Copy out each line of the entries where the word "Minified" is present.

RECORDS FOR PROCESSING below:

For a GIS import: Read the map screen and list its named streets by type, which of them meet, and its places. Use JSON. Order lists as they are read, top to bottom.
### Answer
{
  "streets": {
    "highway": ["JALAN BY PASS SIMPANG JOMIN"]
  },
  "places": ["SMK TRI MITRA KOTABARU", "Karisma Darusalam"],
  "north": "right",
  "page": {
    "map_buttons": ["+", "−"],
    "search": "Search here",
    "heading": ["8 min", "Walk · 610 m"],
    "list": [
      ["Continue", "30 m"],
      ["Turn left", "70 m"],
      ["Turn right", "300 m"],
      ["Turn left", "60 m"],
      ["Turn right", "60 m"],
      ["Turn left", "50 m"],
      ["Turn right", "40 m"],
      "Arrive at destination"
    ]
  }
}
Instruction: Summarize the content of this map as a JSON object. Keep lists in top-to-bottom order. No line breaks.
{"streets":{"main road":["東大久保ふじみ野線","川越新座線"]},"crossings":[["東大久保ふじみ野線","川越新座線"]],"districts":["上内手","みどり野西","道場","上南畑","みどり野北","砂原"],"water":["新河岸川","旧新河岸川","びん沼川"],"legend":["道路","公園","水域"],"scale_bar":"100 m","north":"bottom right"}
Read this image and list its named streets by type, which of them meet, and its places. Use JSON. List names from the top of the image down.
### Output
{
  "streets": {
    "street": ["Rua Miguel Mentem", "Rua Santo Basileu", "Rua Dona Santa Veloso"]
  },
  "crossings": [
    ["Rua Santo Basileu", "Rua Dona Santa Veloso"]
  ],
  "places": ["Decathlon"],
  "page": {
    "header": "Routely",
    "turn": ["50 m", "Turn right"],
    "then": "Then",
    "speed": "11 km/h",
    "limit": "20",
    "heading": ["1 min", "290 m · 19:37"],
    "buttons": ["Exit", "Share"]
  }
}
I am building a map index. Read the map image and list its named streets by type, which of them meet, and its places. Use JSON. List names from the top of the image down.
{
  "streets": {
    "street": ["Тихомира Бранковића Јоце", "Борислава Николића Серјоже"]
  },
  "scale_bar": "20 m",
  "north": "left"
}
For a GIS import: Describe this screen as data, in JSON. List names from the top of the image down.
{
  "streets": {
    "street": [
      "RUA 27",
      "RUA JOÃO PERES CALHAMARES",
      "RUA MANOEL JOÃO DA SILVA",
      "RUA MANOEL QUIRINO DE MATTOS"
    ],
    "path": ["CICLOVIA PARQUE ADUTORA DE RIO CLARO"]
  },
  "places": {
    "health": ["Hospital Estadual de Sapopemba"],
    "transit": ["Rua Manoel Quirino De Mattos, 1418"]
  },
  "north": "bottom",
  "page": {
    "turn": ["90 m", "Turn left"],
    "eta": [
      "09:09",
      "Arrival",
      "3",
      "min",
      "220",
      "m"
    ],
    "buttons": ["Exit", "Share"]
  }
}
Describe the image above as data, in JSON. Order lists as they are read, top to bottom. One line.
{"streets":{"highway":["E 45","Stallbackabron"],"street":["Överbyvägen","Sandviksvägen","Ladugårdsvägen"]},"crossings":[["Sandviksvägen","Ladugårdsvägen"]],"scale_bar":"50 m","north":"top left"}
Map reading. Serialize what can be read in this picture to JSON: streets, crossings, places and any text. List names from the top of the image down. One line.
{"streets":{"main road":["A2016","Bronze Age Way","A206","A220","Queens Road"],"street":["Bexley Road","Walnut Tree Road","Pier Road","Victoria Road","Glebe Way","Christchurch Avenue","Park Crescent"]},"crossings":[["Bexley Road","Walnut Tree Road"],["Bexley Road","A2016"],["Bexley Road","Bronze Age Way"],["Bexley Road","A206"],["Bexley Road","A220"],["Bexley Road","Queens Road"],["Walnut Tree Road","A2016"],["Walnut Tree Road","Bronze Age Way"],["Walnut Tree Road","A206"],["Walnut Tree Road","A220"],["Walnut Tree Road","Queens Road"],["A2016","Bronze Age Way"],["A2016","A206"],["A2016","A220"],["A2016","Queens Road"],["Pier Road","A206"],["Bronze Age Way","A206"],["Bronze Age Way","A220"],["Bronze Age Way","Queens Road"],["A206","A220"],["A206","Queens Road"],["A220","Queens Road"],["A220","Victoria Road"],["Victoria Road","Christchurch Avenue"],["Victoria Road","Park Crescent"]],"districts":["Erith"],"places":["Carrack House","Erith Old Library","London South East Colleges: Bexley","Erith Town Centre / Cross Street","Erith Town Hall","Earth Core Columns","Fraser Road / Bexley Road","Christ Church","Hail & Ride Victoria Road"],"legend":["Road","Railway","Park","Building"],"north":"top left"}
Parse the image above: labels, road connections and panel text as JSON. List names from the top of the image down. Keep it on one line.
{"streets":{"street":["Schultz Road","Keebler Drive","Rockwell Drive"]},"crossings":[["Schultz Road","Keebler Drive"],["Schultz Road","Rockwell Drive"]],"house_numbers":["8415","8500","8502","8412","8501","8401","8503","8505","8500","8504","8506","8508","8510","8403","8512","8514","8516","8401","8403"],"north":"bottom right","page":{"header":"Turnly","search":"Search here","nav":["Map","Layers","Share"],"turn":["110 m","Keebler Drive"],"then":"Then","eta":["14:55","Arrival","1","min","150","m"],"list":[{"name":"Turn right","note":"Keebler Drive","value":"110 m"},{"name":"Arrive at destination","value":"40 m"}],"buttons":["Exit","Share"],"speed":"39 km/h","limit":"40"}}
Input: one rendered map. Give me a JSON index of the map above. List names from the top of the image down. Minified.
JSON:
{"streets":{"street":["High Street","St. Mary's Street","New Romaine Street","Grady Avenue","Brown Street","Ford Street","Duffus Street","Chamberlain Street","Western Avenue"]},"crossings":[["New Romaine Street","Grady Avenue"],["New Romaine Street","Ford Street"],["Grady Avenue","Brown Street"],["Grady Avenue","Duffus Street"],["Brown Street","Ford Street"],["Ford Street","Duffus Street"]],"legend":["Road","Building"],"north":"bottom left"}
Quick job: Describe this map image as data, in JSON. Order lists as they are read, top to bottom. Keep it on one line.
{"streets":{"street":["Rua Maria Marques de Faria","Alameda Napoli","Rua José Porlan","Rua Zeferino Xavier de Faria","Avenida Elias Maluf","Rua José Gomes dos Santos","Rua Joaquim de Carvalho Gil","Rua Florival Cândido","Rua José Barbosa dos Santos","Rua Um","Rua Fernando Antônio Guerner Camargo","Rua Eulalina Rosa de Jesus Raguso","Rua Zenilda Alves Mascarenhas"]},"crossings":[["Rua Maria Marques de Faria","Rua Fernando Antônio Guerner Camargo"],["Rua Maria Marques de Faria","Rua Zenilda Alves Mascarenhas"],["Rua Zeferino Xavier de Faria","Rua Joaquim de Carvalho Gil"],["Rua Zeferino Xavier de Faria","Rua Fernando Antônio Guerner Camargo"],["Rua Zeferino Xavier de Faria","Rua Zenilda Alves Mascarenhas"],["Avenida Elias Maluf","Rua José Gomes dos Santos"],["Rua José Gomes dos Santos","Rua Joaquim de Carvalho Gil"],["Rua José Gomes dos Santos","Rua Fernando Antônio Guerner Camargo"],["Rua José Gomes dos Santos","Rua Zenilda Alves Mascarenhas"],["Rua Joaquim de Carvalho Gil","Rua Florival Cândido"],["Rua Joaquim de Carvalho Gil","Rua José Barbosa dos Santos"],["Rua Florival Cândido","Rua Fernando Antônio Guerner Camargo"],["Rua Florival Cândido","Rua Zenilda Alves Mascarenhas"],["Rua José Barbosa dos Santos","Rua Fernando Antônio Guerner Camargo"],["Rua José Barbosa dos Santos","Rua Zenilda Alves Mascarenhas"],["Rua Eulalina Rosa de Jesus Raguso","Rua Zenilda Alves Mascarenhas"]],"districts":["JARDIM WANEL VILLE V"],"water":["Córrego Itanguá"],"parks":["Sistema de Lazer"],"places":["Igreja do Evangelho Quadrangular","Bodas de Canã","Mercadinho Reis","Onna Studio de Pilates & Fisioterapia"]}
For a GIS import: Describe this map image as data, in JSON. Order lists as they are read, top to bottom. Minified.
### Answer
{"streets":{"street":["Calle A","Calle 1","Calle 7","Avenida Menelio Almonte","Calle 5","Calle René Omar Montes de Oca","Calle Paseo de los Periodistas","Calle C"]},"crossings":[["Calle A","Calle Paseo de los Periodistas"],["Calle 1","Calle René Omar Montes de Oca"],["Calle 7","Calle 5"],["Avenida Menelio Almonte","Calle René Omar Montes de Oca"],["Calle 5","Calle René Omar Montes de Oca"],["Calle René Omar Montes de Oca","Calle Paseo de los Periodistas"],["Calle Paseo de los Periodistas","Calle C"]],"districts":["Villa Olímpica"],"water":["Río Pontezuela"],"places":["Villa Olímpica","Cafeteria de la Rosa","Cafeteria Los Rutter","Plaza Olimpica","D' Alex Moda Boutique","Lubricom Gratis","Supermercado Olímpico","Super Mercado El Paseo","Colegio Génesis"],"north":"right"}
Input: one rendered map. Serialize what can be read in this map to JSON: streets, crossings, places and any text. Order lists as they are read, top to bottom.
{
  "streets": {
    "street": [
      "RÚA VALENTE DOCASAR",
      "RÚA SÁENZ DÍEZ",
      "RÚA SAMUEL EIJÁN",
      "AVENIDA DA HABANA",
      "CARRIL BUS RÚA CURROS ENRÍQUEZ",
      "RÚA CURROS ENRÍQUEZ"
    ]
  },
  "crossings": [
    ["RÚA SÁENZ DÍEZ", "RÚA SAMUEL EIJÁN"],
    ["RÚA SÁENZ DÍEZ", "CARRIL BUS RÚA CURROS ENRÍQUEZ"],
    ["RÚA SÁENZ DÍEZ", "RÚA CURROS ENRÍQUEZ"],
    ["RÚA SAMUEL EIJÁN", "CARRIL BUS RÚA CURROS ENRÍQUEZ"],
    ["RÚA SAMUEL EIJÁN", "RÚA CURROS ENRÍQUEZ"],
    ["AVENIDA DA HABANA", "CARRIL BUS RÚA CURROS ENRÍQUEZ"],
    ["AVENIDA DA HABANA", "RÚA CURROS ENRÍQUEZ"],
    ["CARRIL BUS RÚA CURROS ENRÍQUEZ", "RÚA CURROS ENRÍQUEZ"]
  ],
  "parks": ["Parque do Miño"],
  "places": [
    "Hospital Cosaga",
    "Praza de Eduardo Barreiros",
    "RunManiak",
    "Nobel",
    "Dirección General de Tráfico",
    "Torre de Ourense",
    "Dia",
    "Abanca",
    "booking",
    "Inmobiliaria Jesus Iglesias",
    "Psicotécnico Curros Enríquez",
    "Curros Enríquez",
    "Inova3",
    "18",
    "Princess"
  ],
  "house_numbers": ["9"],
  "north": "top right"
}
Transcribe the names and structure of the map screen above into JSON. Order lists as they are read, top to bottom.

End of RECORDS FOR PROCESSING.

EXERCISE RESPONSE:
Input: one rendered map. Give me a JSON index of the map above. List names from the top of the image down. Minified.
For a GIS import: Describe this map image as data, in JSON. Order lists as they are read, top to bottom. Minified.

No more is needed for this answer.